I pulled this Angel card a few weeks ago and tried journaling about it. I looked up various definitions for the word and nothing really struck me as meaningful. I couldn’t think of anything to write about in this context, but I wanted to write a blog post. It was important to me to get this written but inspiration was not forthcoming.

Then I had a really busy week. I performed with my dance team and helped organize the social at which we performed. I got my daughter and myself ready for a week in Yosemite with her class at which I was a chaperone. There were extra rehearsals for me, and extra violin lessons for her since her recital is coming up soon. Arrangements for her birthday were being made, laundry and purchasing supplies and trying to get as much work and studying done in advance. I completely forgot about my angel word.

  1. combination or composition, in particular.
    • the combination of ideas to form a theory or system.
      noun: synthesis; plural noun: syntheses
      “the synthesis of intellect and emotion in his work”

Monday morning I boarded the bus with the sixth graders for a five day trip to Yosemite with the NatureBridge organization. I love being outdoors and have enjoyed bringing Nature related activities and programs into the schools to pass on my love of the natural world to children.

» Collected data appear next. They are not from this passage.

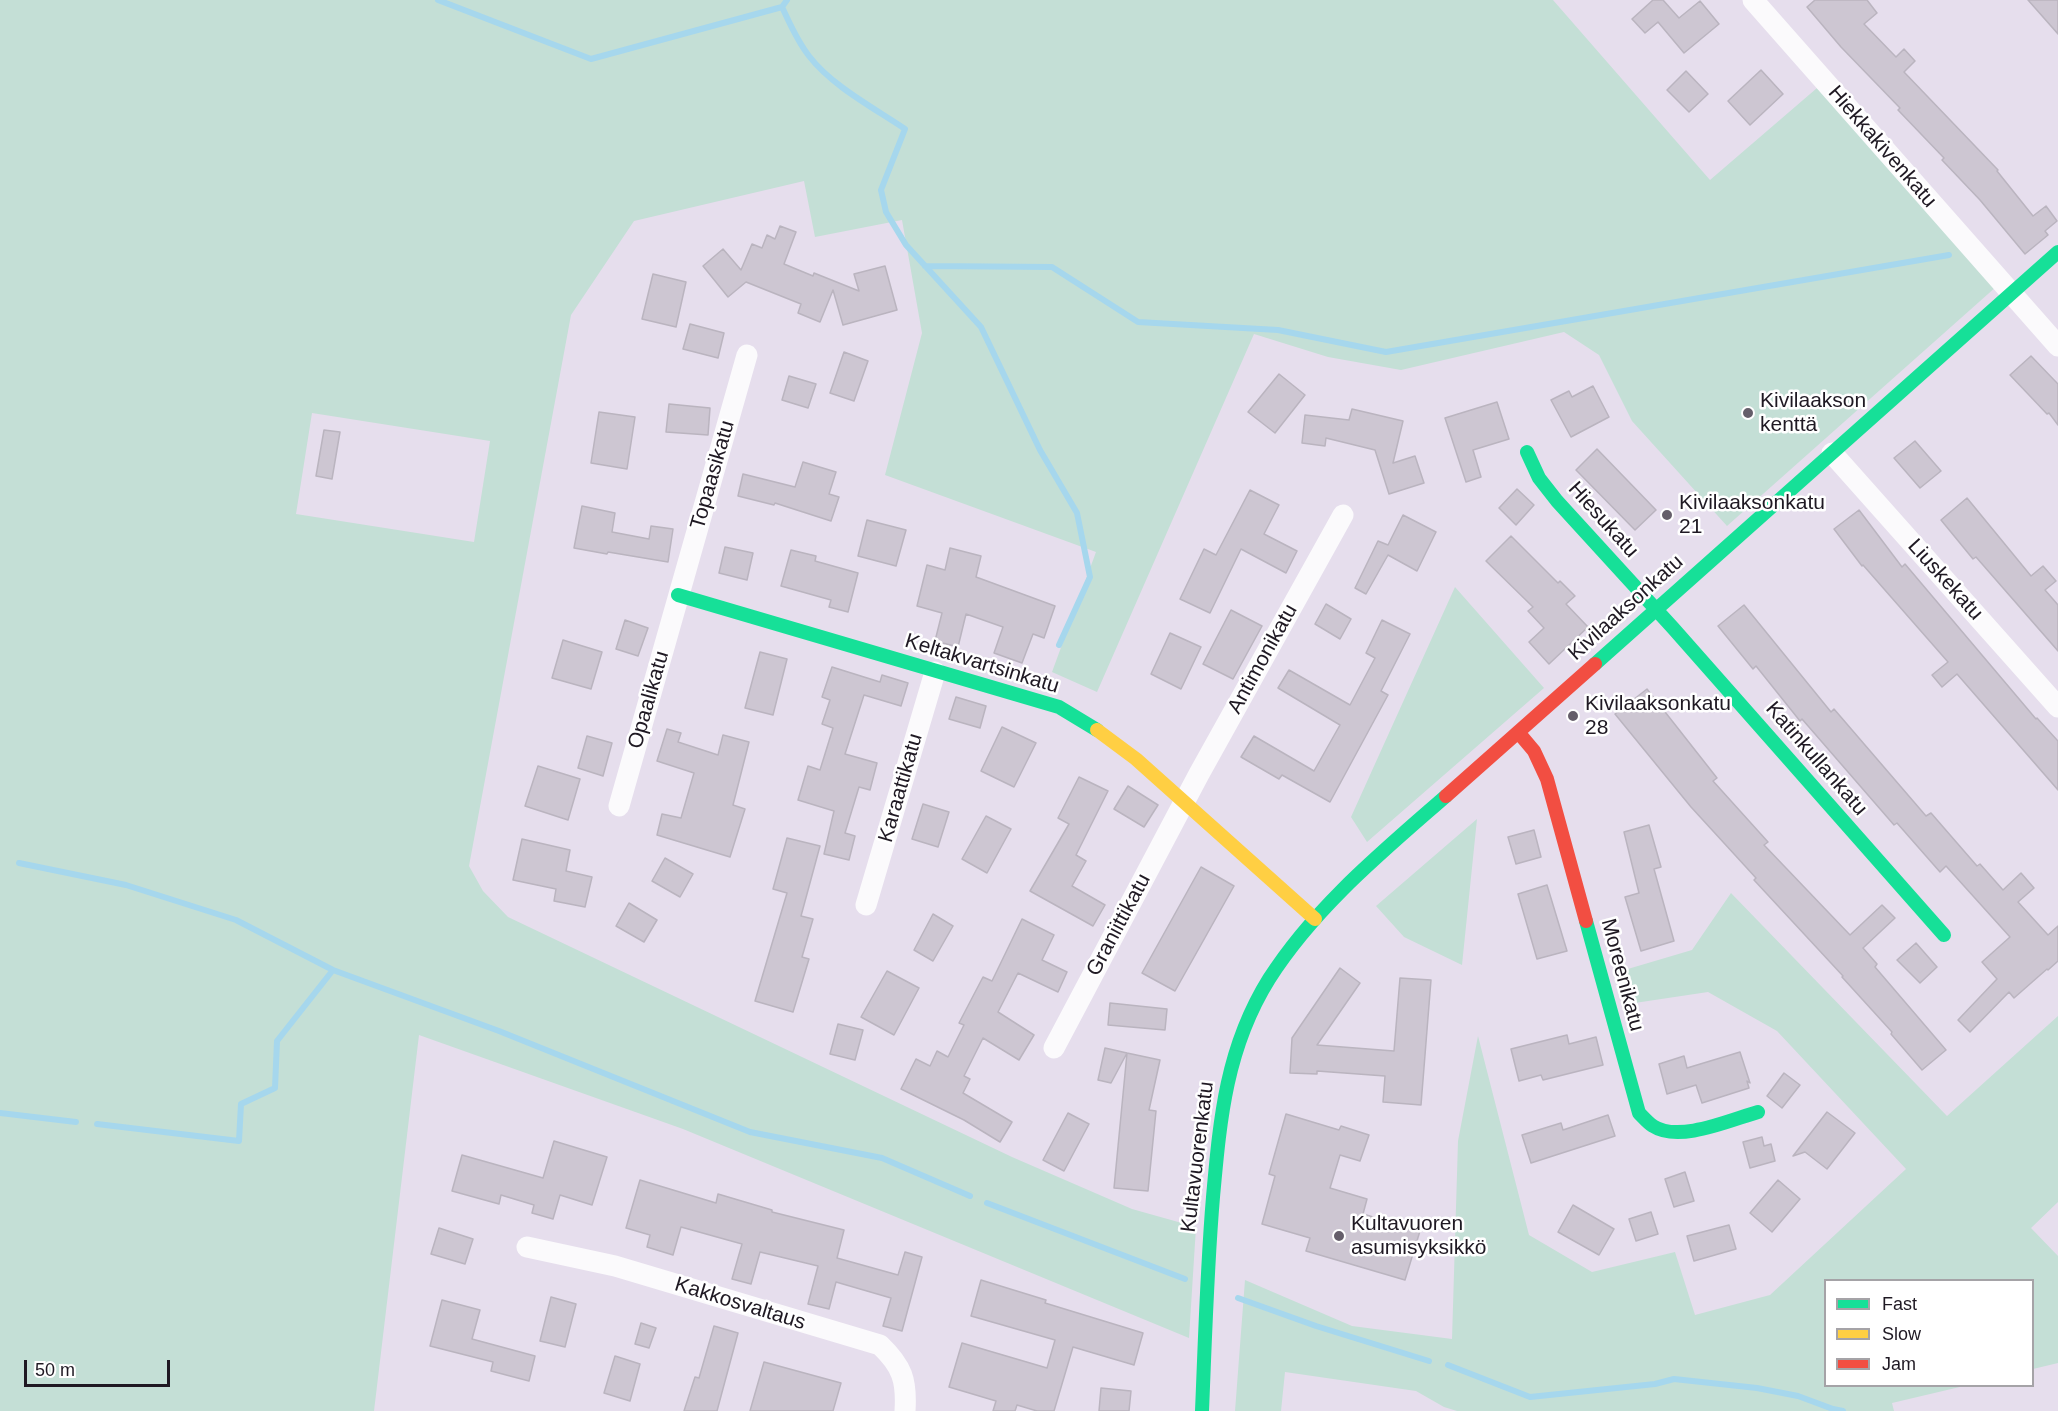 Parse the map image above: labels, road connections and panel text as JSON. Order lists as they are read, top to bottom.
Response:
{
  "streets": {
    "street": [
      "Hiekkakivenkatu",
      "Topaasikatu",
      "Hiesukatu",
      "Liuskekatu",
      "Kivilaaksonkatu",
      "Antimonikatu",
      "Keltakvartsinkatu",
      "Opaalikatu",
      "Katinkullankatu",
      "Karaattikatu",
      "Graniittikatu",
      "Moreenikatu",
      "Kultavuorenkatu",
      "Kakkosvaltaus"
    ]
  },
  "crossings": [
    ["Hiekkakivenkatu", "Kivilaaksonkatu"],
    ["Topaasikatu", "Keltakvartsinkatu"],
    ["Topaasikatu", "Opaalikatu"],
    ["Hiesukatu", "Kivilaaksonkatu"],
    ["Hiesukatu", "Katinkullankatu"],
    ["Liuskekatu", "Kivilaaksonkatu"],
    ["Kivilaaksonkatu", "Katinkullankatu"],
    ["Kivilaaksonkatu", "Moreenikatu"],
    ["Kivilaaksonkatu", "Kultavuorenkatu"],
    ["Antimonikatu", "Keltakvartsinkatu"],
    ["Antimonikatu", "Graniittikatu"],
    ["Keltakvartsinkatu", "Opaalikatu"],
    ["Keltakvartsinkatu", "Karaattikatu"],
    ["Keltakvartsinkatu", "Graniittikatu"],
    ["Keltakvartsinkatu", "Kultavuorenkatu"],
    ["Moreenikatu", "Kultavuorenkatu"]
  ],
  "places": [
    "Kivilaakson kenttä",
    "Kivilaaksonkatu 21",
    "Kivilaaksonkatu 28",
    "Kultavuoren asumisyksikkö"
  ],
  "legend": ["Fast", "Slow", "Jam"],
  "scale_bar": "50 m"
}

I was looking forward to this week, although I find this age group to be less exuberant and engaged with the enchantment of the Natural world. They have to stay cool. I was prepared to meet them where they were though, and to see if I could open their eyes and hearts to the magic and exuberance of the natural world. I had no idea that I would be the one doing most of the learning that week.

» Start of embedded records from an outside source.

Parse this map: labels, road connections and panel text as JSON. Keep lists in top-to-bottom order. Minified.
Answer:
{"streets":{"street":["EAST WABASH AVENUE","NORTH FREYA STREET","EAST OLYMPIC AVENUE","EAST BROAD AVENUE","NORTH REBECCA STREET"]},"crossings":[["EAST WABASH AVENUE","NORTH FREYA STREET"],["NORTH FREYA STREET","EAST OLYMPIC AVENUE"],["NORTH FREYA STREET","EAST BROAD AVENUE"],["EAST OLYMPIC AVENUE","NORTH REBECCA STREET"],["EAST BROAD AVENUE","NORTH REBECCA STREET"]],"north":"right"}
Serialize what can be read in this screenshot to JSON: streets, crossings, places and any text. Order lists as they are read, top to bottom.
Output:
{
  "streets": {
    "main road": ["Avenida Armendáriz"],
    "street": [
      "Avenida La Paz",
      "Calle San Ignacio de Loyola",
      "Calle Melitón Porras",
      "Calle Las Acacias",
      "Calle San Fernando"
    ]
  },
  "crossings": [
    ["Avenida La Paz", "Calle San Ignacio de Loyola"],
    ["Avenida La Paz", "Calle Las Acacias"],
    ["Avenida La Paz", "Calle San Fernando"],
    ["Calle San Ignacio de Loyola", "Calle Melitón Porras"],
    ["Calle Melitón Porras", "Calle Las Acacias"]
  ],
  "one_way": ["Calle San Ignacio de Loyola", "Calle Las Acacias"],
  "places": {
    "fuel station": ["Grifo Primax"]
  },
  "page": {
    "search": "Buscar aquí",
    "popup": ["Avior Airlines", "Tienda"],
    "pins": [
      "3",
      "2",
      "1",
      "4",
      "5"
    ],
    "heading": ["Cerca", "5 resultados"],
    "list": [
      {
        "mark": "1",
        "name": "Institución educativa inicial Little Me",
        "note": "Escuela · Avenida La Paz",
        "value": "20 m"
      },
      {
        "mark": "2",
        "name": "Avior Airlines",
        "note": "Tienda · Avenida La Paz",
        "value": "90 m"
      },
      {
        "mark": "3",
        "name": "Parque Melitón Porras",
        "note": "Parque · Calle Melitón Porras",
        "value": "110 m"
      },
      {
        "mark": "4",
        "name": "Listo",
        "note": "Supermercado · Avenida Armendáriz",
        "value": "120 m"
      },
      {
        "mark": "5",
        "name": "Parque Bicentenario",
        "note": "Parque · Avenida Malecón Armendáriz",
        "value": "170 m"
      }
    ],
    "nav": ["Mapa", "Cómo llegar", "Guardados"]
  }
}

As the NatureBridge guide and 10 sixth graders and I walked through meadows, through creeks, up steep trails and marveled at the waterfalls in this beautiful valley with granite walls I reflected on things I had learned over the past few months about myself. I also connected with what was unique and wonderful in each of these children as they are leaving childhood behind and are not yet adults. In coaching we often examine how our current view of our reality is formed as a child. This view is still real in our minds and comes up as our inner child. I watched as they were forming their view of what it means to be a part of the adult world and what their place is in it. There is real hope here.

As a group we really bonded on the challenge hike. It took grit from everyone to make it up this steep trail and particularly up the mist trail. The stairs are steep and slippery and it is crowded. I read the doubt in the eyes of some of the kids, thinking they couldn’t do it. I had to remind them -“You’ve got this!” as they faced a step higher than their knees. I reached out my hand for support and while they could easily have used it to pull themselves up, they used to simply for balance. It didn’t take more physical strength on my part to reach out and help them, it took stamina of a different kind. Yet they received what I offered them genuinely and with appreciation and kept going. They learned that the mental game is the real battle.

It struck me that this week brought together two of my passions -my passion of connecting to the natural world and my passion for connecting with people ad helping them connect with themselves. Nature has a way of quieting my mind chatter so I can see what I am grateful for, so I appreciate my place in the ecosystem of the world as well as appreciating my place with other people.

I guess the lesson is not to give up on an idea too soon. It may still be relevant at some time. My other lesson is that if the significance of it is not readily apparent, don’t waste too much time pondering it. It will resurface when you need it so, as will all things, it is best to hold the idea lightly and without attachment. My question for you is -when do you feel most grounded and in touch with the world around you. When do you feel most connected to the important people in your life? What do you need to do to cultivate more of this in your life?